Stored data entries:
━━━━━━━━━━
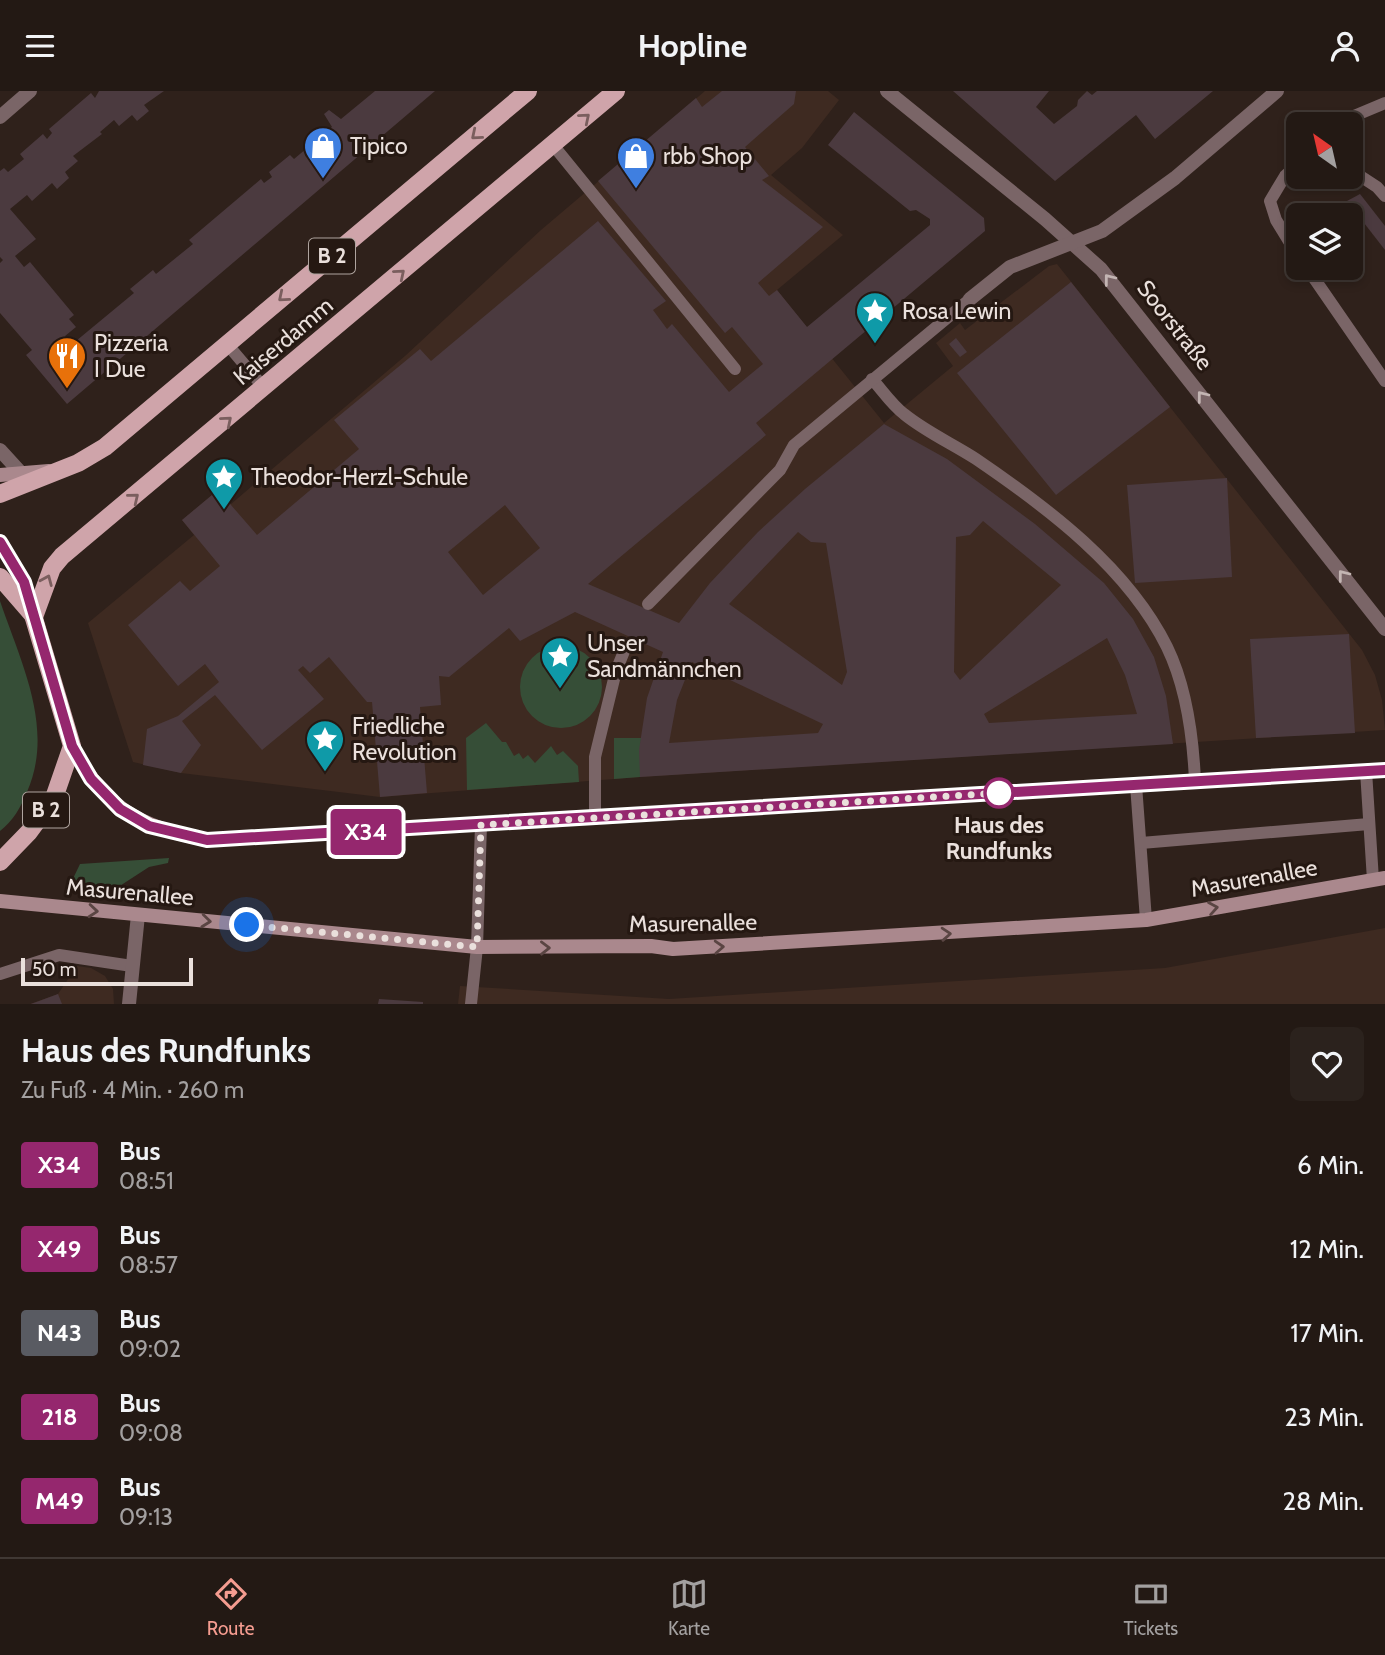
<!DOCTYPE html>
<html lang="de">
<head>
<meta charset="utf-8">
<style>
  body { margin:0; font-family:Cabin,sans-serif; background:#2b221d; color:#f1f3f6; height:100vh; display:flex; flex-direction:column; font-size:26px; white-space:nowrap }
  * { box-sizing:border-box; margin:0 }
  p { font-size:23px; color:#a3a0a0 }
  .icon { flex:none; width:38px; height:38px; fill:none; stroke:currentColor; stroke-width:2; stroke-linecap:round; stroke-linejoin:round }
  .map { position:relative; height:913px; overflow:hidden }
  .details { display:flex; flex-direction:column; background:#231914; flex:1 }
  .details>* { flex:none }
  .badge { padding:0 14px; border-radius:5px; font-size:24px; line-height:46px }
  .needle { width:46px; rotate:326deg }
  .controls { position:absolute; left:1286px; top:21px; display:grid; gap:14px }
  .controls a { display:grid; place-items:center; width:77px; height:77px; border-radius:10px; background:#231914; box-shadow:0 4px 10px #0003,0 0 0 2px #403834; font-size:35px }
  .scale { position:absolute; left:21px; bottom:18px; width:172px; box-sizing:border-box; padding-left:7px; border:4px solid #eae0dc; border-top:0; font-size:19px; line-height:24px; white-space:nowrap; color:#eae0dc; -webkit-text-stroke:5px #251812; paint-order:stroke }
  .you { position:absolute; width:35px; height:35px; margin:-18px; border:5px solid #fff; border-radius:50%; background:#1a73e8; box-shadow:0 0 0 10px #1a73e833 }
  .map>.badge { position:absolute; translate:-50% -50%; box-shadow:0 0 0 4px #fff }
  .round { display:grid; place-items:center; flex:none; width:74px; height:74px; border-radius:10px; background:#2b221d }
  .overview { display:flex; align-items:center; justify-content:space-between; height:119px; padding:0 21px }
  h1 { font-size:33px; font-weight:700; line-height:52px }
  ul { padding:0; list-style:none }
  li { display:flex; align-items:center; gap:21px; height:84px; padding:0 21px }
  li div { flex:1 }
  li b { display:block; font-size:26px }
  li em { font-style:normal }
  li .badge { min-width:77px; font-weight:700; text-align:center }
  header { display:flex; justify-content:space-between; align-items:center; height:91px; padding:0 21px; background:#231914; font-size:32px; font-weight:700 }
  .tabs { display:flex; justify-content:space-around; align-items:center; height:98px; border-top:2px solid #403834; background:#231914; font-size:19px; color:#a3a0a0 }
  .tabs a { display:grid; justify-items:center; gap:4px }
  .tabs .current { color:#f59c90 }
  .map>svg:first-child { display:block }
</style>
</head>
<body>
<header><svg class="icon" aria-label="menu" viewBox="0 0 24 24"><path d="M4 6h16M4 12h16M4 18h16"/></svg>Hopline<svg class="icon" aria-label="person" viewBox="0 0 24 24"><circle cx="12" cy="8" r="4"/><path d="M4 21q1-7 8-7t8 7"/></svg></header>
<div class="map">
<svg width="1385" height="913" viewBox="0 0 1385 913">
  <rect width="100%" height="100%" fill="#2f211b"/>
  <g fill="#3e2a21">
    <polygon points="705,0 828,0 839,9 802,57 771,84 843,144 777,199 884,332 953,275 936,252 960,232 965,239 1049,175 1057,173 1362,559 1375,584 1382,609 1385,639 640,686 380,706 181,682 133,671 88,532 194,444 182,429 218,399 231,413 405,265 541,139"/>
    <polygon points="1385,837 1385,913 458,913 460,895 669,908 1165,877"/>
    <polygon points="77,875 91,877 105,885 113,898 114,913 30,913 58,903"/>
  </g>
  <g fill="#364e37">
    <path d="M0,510c21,62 55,127 27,191 -6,15 -14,29 -27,39z"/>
    <circle cx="561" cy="596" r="41"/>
    <polygon points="486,632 502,651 506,651 514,665 519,662 523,668 528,664 535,672 551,655 557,664 563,660 578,675 579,691 467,699 466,647"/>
    <polygon points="614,647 641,647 640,686 614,688"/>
    <polygon points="169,767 168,772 149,776 112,800 69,796 80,773"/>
  </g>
  <g fill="#4b3a3f" fill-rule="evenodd">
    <polygon points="99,0 164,0 144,14 149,20 137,30 132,24 119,35 114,29 100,41 102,43 73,65 78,70 65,81 69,87 57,98 52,92 32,110 27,104 10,118 36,148 15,165 24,176 30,171 74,224 69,228 76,236 65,245 69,250 73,246 76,250 134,202 130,198 153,179 156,183 193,153 189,149 261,88 264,92 272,86 269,81 290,64 294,68 332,36 324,23 329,19 341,28 375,0 435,0 67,313 26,264 32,259 0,222 0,172 3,169 0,166 0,80 4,77 8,81 24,68 20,63 43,43 47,48 52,42 49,38 91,2 95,7"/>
    <path d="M722,0h74l-2,13 -49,43 24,29 -7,4 61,47 -65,56 11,13 8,-6 30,37 123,-102v-6l-14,-9 -6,1 -82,-66 26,-33 130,106 1,13 -229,192 10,12 -178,149 91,39 31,-40 48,-51 47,-43 79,-65 63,35 88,65 69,59 29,36 21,38 12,39 7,48 -533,33 -1,-27 8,-52 16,-46 -88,-40 -55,29 -11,-13 -60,49 -10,-1 2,29 -21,2 7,86 -47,4 -8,-95h-5l-38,-45 -19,16 -7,-7 -5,4 26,29 -62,51 -47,-55 -33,26 19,24 -20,28 -38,-8 4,-36 31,-13 41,-34 -14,-18 -27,22 -50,-61 52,-44 10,10 30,-25 -38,-46 36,-30 39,45 102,-86 -25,-29 86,-71 11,12 167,-140 68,80 -13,9 14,19 5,-5 57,68 34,-28 -31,-37 -7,6 -127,-152 98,-83 6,9zM505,414l35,43 -57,47 -35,-43zM983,430l78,64 -101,95 -6,-8 2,-135 14,-2zM798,441l13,10 15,1 21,129 -5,13 -113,-81zM1107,547l18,37 12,39 -148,9 -5,-9zM692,571l131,62 -5,9 -149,10 8,-43z"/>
    <polygon points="953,0 1049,0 1036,16 1054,33 1077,15 1078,9 1087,0 1092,4 1097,0 1213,0 1155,48 1136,24 1055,90"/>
    <polygon points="1360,103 1385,135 1385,159 1347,110"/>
    <polygon points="1071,191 1170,316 1056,404 957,282"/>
    <polygon points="956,247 967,261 960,266 949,253"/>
    <polygon points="1227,387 1232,486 1135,492 1127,394"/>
    <polygon points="1349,543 1355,642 1256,647 1250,548"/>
    <polygon points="58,903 62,913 31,913"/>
    <polygon points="379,908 423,911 423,913 378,913"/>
  </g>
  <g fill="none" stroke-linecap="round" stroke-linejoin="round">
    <g stroke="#7a6567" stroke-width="12">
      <polyline points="1344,33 1354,25 1385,12"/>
      <polyline points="553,54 735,278"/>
      <polyline points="1298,73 1285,85 1270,110 1276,129 1298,165"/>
      <polyline points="1351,79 1377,96 1385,105"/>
      <polyline points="1307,177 1385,290"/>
      <polyline points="227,253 265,298"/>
      <path d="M872,288c10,11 20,26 32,35 22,18 49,30 72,45 72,49 152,109 191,188 20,41 26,89 28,134"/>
      <polyline points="648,513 780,379 794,354 970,208"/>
      <polyline points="1366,680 1373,789"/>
      <polyline points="1136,694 1146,829"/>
      <polyline points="595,728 595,666 616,580 627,553"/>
      <polyline points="1141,752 1369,733"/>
      <polyline points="0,883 59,864 132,875"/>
      <polyline points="471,913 477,856 481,734"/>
    </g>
    <g stroke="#7a6567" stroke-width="14">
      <polyline points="887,0 1045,128 1101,178 1385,538"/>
      <polyline points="0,26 30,0"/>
      <polyline points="970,208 1010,176 1102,140 1175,87 1277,0"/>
      <polyline points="0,359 21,382"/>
      <polyline points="129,913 138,824"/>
    </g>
    <g stroke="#aa888d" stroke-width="14">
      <polyline points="0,384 49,380"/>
      <polyline points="0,451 24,491 33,522"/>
      <path d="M72,655c32,62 69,82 135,94l1178,-70"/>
      <polyline points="0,810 477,856 651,855 673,858 1146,829 1385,787"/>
    </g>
    <g stroke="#cfa4aa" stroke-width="18">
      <polyline points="0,403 78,372 105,356 528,0"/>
      <polyline points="0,486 33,524 72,655 54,707 29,741 0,771"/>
      <polyline points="34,526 52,477 62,465 616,0"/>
    </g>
  </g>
  <defs><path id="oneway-chevron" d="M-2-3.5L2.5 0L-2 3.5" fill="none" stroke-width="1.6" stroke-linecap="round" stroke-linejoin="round" transform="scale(1.75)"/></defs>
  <g stroke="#7a5e5e">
    <use href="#oneway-chevron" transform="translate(585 27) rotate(-40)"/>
    <use href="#oneway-chevron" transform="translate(476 44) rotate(140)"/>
    <use href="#oneway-chevron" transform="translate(400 183) rotate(-40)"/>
    <use href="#oneway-chevron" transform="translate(283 206) rotate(140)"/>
    <use href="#oneway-chevron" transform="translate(227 330) rotate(-40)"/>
    <use href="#oneway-chevron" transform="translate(134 407) rotate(-39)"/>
    <use href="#oneway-chevron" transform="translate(47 489) rotate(-67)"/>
  </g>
  <g stroke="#c3b5b3">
    <use href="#oneway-chevron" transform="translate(1109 188) rotate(-128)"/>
    <use href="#oneway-chevron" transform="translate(1202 305) rotate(-128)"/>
    <use href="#oneway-chevron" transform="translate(1343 484) rotate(-128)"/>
  </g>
  <g stroke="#5a4543">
    <use href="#oneway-chevron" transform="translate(1213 817) rotate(-10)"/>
    <use href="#oneway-chevron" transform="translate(93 820) rotate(5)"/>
    <use href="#oneway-chevron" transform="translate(206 830) rotate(6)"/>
    <use href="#oneway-chevron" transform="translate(946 843) rotate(-4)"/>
    <use href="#oneway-chevron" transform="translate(719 856) rotate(-3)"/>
    <use href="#oneway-chevron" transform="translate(545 857) rotate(-1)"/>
  </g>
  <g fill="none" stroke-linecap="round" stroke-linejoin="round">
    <defs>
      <polyline id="line" points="0,451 24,491 72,655 91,688 120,718 149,735 207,749 1385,679"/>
    </defs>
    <use href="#line" stroke="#fff" stroke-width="16"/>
    <use href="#line" stroke="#95276e" stroke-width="10"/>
    <polyline stroke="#eae0dc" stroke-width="7" stroke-dasharray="0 12.6" points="247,834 477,856 481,734 999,702"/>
  </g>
  <defs>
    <symbol id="shop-pin" viewBox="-11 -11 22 30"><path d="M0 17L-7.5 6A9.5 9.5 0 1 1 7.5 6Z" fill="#3f7fe0" stroke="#251812"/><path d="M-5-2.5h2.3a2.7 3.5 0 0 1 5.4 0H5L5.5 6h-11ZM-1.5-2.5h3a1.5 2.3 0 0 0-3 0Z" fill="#fff"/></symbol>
    <symbol id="sight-pin" viewBox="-11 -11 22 30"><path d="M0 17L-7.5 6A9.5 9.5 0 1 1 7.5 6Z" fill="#0f9aa8" stroke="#251812"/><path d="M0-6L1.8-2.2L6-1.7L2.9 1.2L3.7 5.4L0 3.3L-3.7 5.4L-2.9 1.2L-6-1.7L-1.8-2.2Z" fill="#fff"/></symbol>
    <symbol id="restaurant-pin" viewBox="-11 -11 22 30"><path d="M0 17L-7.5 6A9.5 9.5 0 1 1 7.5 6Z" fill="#e8710a" stroke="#251812"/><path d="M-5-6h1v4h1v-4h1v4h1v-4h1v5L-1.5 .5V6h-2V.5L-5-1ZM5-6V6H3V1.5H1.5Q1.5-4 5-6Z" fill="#fff"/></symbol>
  </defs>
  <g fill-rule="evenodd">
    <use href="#shop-pin" x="301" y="33" width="44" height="60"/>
    <use href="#shop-pin" x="614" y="43" width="44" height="60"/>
    <use href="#sight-pin" x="853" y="198" width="44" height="60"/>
    <use href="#restaurant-pin" x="45" y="243" width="44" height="60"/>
    <use href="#sight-pin" x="202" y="364" width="44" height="60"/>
    <use href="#sight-pin" x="538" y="543" width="44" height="60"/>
    <use href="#sight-pin" x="303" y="626" width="44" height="60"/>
  </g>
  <circle fill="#fff" stroke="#95276e" stroke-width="3.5" cx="999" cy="702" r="14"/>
  <g text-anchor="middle" stroke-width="6" stroke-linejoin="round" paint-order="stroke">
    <g fill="#251812" stroke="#afa49f" stroke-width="2">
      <rect x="309" y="147.5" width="46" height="35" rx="5"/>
      <rect x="23" y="701.5" width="46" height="35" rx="5"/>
    </g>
    <g font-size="21" font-weight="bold" fill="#eae0dc">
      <text x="332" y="172">B 2</text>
      <text x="46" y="726">B 2</text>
    </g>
    <g font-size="23" fill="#eae0dc" stroke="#251812" text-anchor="start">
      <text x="350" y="63">Tipico</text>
      <text x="663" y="73">rbb Shop</text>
      <text x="902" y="228">Rosa Lewin</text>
      <text x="94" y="260">Pizzeria<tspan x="94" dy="26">I Due</tspan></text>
      <text x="251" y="394">Theodor-Herzl-Schule</text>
      <text x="587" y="560">Unser<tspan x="587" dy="26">Sandmännchen</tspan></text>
      <text x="352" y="643">Friedliche<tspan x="352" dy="26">Revolution</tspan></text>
    </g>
    <g font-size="23" fill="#eae0dc" stroke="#251812">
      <text transform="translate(1175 234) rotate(52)" y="8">Soorstraße</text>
      <text transform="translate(283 250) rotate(-40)" y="8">Kaiserdamm</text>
      <text transform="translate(1254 787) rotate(-10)" y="8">Masurenallee</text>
      <text transform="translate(130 801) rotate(5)" y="8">Masurenallee</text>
      <text transform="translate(693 832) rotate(-1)" y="8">Masurenallee</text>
    </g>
    <g font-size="23" font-weight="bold" fill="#eae0dc" stroke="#251812">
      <text x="999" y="742">Haus des<tspan x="999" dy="26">Rundfunks</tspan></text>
    </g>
  </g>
</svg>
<div class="controls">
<a><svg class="needle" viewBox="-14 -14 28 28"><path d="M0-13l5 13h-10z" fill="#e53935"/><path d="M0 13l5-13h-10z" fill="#a3a0a0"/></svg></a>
<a><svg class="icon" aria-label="layers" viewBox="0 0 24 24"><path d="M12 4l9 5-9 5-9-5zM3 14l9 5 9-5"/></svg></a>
</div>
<div class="scale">50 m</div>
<div class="you" style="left:247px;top:834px"></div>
<b class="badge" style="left:366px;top:741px;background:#95276e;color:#fff">X34</b>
</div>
<section class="details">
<div class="overview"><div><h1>Haus des Rundfunks</h1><p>Zu Fuß · 4 Min. · 260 m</p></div><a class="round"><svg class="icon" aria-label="heart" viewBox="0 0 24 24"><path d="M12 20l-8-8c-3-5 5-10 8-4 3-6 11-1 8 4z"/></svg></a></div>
<ul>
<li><span class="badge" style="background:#95276e;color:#fff">X34</span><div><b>Bus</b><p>08:51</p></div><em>6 Min.</em></li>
<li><span class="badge" style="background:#95276e;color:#fff">X49</span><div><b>Bus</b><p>08:57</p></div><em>12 Min.</em></li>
<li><span class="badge" style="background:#595b62;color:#fff">N43</span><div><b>Bus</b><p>09:02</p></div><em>17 Min.</em></li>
<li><span class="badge" style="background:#95276e;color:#fff">218</span><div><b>Bus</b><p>09:08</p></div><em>23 Min.</em></li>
<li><span class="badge" style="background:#95276e;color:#fff">M49</span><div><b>Bus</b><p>09:13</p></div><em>28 Min.</em></li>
</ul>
</section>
<nav class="tabs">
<a class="current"><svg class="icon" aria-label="directions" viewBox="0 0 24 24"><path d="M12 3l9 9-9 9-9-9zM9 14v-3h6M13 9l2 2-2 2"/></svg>Route</a>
<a><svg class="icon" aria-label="map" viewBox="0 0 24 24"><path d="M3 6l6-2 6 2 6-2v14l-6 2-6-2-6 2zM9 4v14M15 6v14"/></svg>Karte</a>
<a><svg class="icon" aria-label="tickets" viewBox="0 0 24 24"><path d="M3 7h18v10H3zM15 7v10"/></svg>Tickets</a>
</nav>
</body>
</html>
━━━━━━━━━━
## [What you have to do]
Search term "controls": return each line of the data that contains it.

## [The completed task]
  .controls { position:absolute; left:1286px; top:21px; display:grid; gap:14px }
  .controls a { display:grid; place-items:center; width:77px; height:77px; border-radius:10px; background:#231914; box-shadow:0 4px 10px #0003,0 0 0 2px #403834; font-size:35px }
<div class="controls">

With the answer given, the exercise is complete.